* **EXERCISE**:
Each line below that carries the string "absolute" must appear in the answer.

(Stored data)
..............................

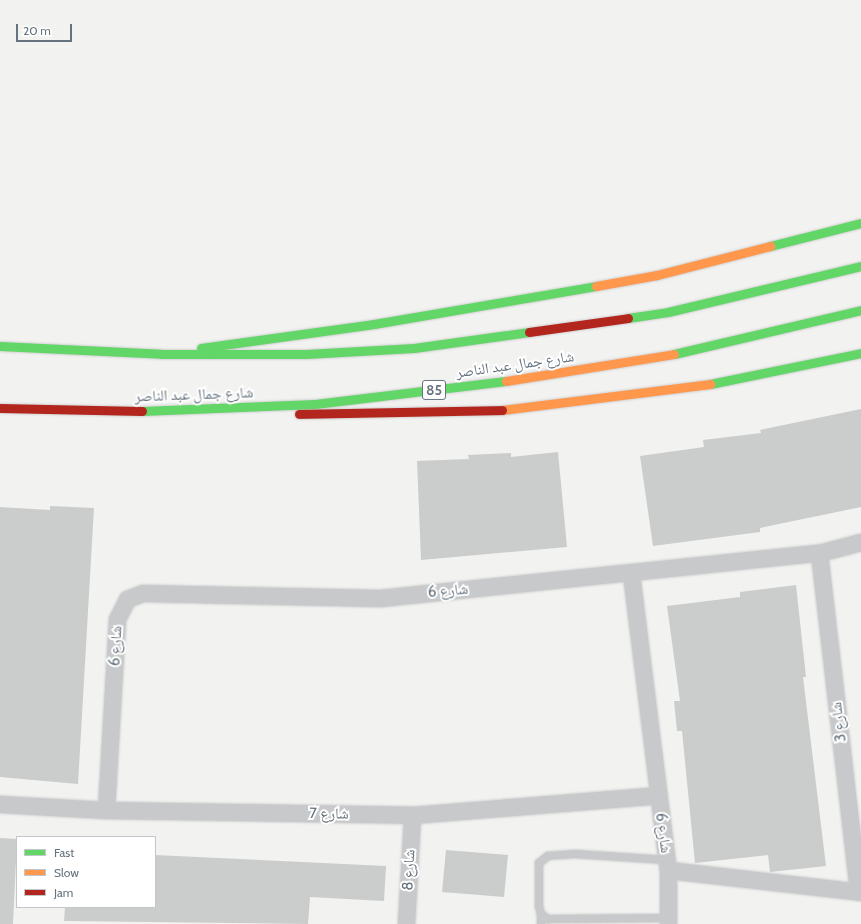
<!DOCTYPE html>
<meta charset="utf-8">
<style>
body{margin:0}
#map{position:relative;width:861px;height:924px;overflow:hidden;background:#f2f2f1;font-family:Cabin,"Noto Naskh Arabic",sans-serif}
div>[style]{position:absolute}
[style*='--x']{left:calc(var(--x)*1px);top:calc(var(--y)*1px);width:calc(var(--w)*1px);rotate:calc(var(--a)*1deg)}
.building>*{inset:0;background:#cbcccc}
.roads{filter:drop-shadow(0 0 1px #d0d0d1) drop-shadow(0 0 1px #d0d0d1)}
.lane>*{height:8px;margin:-4px;padding:0 4px;transform-origin:4px;border-radius:4px;background:#c8c9ca}
.street>*{height:17px;margin:-8.5px;padding:0 8.5px;transform-origin:8.5px;border-radius:8.5px;background:#c8c9ca}
.fast>*{height:9px;margin:-4.5px;padding:0 4.5px;transform-origin:4.5px;border-radius:4.5px;background:#63d668}
.slow>*{height:9px;margin:-4.5px;padding:0 4.5px;transform-origin:4.5px;border-radius:4.5px;background:#ff974d}
.jam>*{height:9px;margin:-4.5px;padding:0 4.5px;transform-origin:4.5px;border-radius:4.5px;background:#b3261e}
span{translate:-50% -50%;white-space:nowrap;text-align:center;line-height:1.15;-webkit-text-stroke:4px #fff;paint-order:stroke}
.shield-label span{padding:1px 3px;background:#fff;border:1px solid;border-radius:3px;-webkit-text-stroke-width:0}
.shield-label{font-size:14px;color:#65737e;font-weight:700}
.street-label{font-size:15px;color:#65737e}
.legend{position:absolute;left:16px;top:836px;width:140px;height:72px;box-sizing:border-box;background:#fff;border:1px solid #c1c7cb;margin:0;padding:5px 7px;list-style:none;font-size:12px;color:#65737e}
.legend li{display:flex;align-items:center;gap:8px;height:20px}
.legend b{width:20px;border:1px solid #c1c7cb}
.scale{position:absolute;left:16px;top:24px;width:56px;height:18px;box-sizing:border-box;border:2px solid #65737e;border-top:0;padding-left:5px;font-size:12px;line-height:14px;white-space:nowrap;color:#65737e;-webkit-text-stroke:3px #fff;paint-order:stroke}
</style>
<div id="map">
<div class="building">
<i style="clip-path:polygon(861px 409px,861px 507px,760px 528px,760px 532px,653px 546px,640px 456px,704px 447px,703px 440px,761px 433px,760px 430px)"></i>
<i style="clip-path:polygon(558px 452px,567px 547px,421px 560px,417px 461px,469px 459px,468px 455px,511px 453px,511px 457px)"></i>
<i style="clip-path:polygon(50px 506px,94px 508px,78px 784px,0 777px,0 507px,50px 510px)"></i>
<i style="clip-path:polygon(796px 585px,806px 677px,803px 677px,826px 866px,770px 872px,768px 855px,695px 863px,682px 731px,677px 731px,674px 701px,680px 701px,667px 606px,740px 597px,740px 592px)"></i>
<i style="clip-path:polygon(0 838px,17px 839px,13px 924px,0 924px)"></i>
<i style="clip-path:polygon(446px 850px,508px 855px,504px 897px,442px 892px)"></i>
<i style="clip-path:polygon(155px 855px,386px 866px,384px 901px,310px 897px,308px 924px,64px 921px,65px 907px,155px 907px)"></i>
</div>
<div class="roads">
<div class="lane">
<i style="--x:667;--y:860;--w:92;--a:-176.3"></i>
<i style="--x:575;--y:854;--w:27;--a:176"></i>
<i style="--x:548;--y:856;--w:11;--a:142"></i>
<i style="--x:539;--y:863;--w:43;--a:90"></i>
<i style="--x:539;--y:906;--w:8;--a:76"></i>
<i style="--x:541;--y:914;--w:9;--a:36"></i>
<i style="--x:548;--y:919;--w:120;--a:-0.5"></i>
<i style="--x:541;--y:924;--w:10;--a:-90"></i>
</div>
<div class="street">
<i style="--x:819;--y:553;--w:341;--a:83.4"></i>
<i style="--x:631;--y:574;--w:298;--a:82.9"></i>
<i style="--x:668;--y:870;--w:54;--a:90"></i>
<i style="--x:0;--y:804;--w:106;--a:3.2"></i>
<i style="--x:106;--y:810;--w:306;--a:0.9"></i>
<i style="--x:412;--y:815;--w:247;--a:-4.6"></i>
<i style="--x:106;--y:810;--w:191;--a:-86.7"></i>
<i style="--x:117;--y:619;--w:22;--a:-63"></i>
<i style="--x:127;--y:599;--w:17;--a:-21"></i>
<i style="--x:143;--y:593;--w:237;--a:1.2"></i>
<i style="--x:380;--y:598;--w:441;--a:-5.9"></i>
<i style="--x:819;--y:553;--w:43;--a:-14.7"></i>
<i style="--x:668;--y:870;--w:194;--a:6.5"></i>
<i style="--x:406;--y:924;--w:109;--a:-86.8"></i>
</div>
<div class="fast">
<i style="--x:770;--y:246;--w:94;--a:-14.2"></i>
<i style="--x:628;--y:318;--w:40;--a:-8.5"></i>
<i style="--x:668;--y:312;--w:198;--a:-13.4"></i>
<i style="--x:0;--y:346;--w:161;--a:2.8"></i>
<i style="--x:161;--y:354;--w:145;--a:0"></i>
<i style="--x:306;--y:354;--w:108;--a:-3.2"></i>
<i style="--x:414;--y:348;--w:116;--a:-7.9"></i>
<i style="--x:201;--y:348;--w:175;--a:-7.9"></i>
<i style="--x:374;--y:324;--w:225;--a:-9.7"></i>
<i style="--x:674;--y:354;--w:192;--a:-13.2"></i>
<i style="--x:710;--y:384;--w:154;--a:-11.6"></i>
<i style="--x:142;--y:411;--w:173;--a:-2.3"></i>
<i style="--x:315;--y:404;--w:192;--a:-6.9"></i>
</div>
<div class="slow">
<i style="--x:596;--y:286;--w:62;--a:-10.2"></i>
<i style="--x:657;--y:275;--w:117;--a:-14.4"></i>
<i style="--x:506;--y:381;--w:170;--a:-9.1"></i>
<i style="--x:502;--y:410;--w:210;--a:-7.1"></i>
</div>
<div class="jam">
<i style="--x:529;--y:332;--w:100;--a:-8"></i>
<i style="--x:0;--y:408;--w:142;--a:1.2"></i>
<i style="--x:299;--y:414;--w:203;--a:-1.1"></i>
</div>
</div>
<div class="shield-label">
<span style="left:434px;top:390px">85</span>
</div>
<div class="street-label">
<span style="left:515px;top:365px;rotate:-8deg">شارع جمال عبد الناصر</span>
<span style="left:194px;top:395px;rotate:-2deg">شارع جمال عبد الناصر</span>
<span style="left:448px;top:591px;rotate:-5deg">شارع 6</span>
<span style="left:116px;top:646px;rotate:-87deg">شارع 6</span>
<span style="left:839px;top:722px;rotate:-97deg">شارع 3</span>
<span style="left:329px;top:814px;rotate:1deg">شارع 7</span>
<span style="left:663px;top:833px;rotate:82deg">شارع 6</span>
<span style="left:409px;top:870px;rotate:-87deg">شارع 8</span>
</div>
<ul class="legend">
<li><b style="height:5px;background:#63d668"></b>Fast</li>
<li><b style="height:5px;background:#ff974d"></b>Slow</li>
<li><b style="height:5px;background:#b3261e"></b>Jam</li>
</ul>
<div class="scale">20 m</div>
</div>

..............................

* **ANSWER TO THE EXERCISE**:
div>[style]{position:absolute}
.legend{position:absolute;left:16px;top:836px;width:140px;height:72px;box-sizing:border-box;background:#fff;border:1px solid #c1c7cb;margin:0;padding:5px 7px;list-style:none;font-size:12px;color:#65737e}
.scale{position:absolute;left:16px;top:24px;width:56px;height:18px;box-sizing:border-box;border:2px solid #65737e;border-top:0;padding-left:5px;font-size:12px;line-height:14px;white-space:nowrap;color:#65737e;-webkit-text-stroke:3px #fff;paint-order:stroke}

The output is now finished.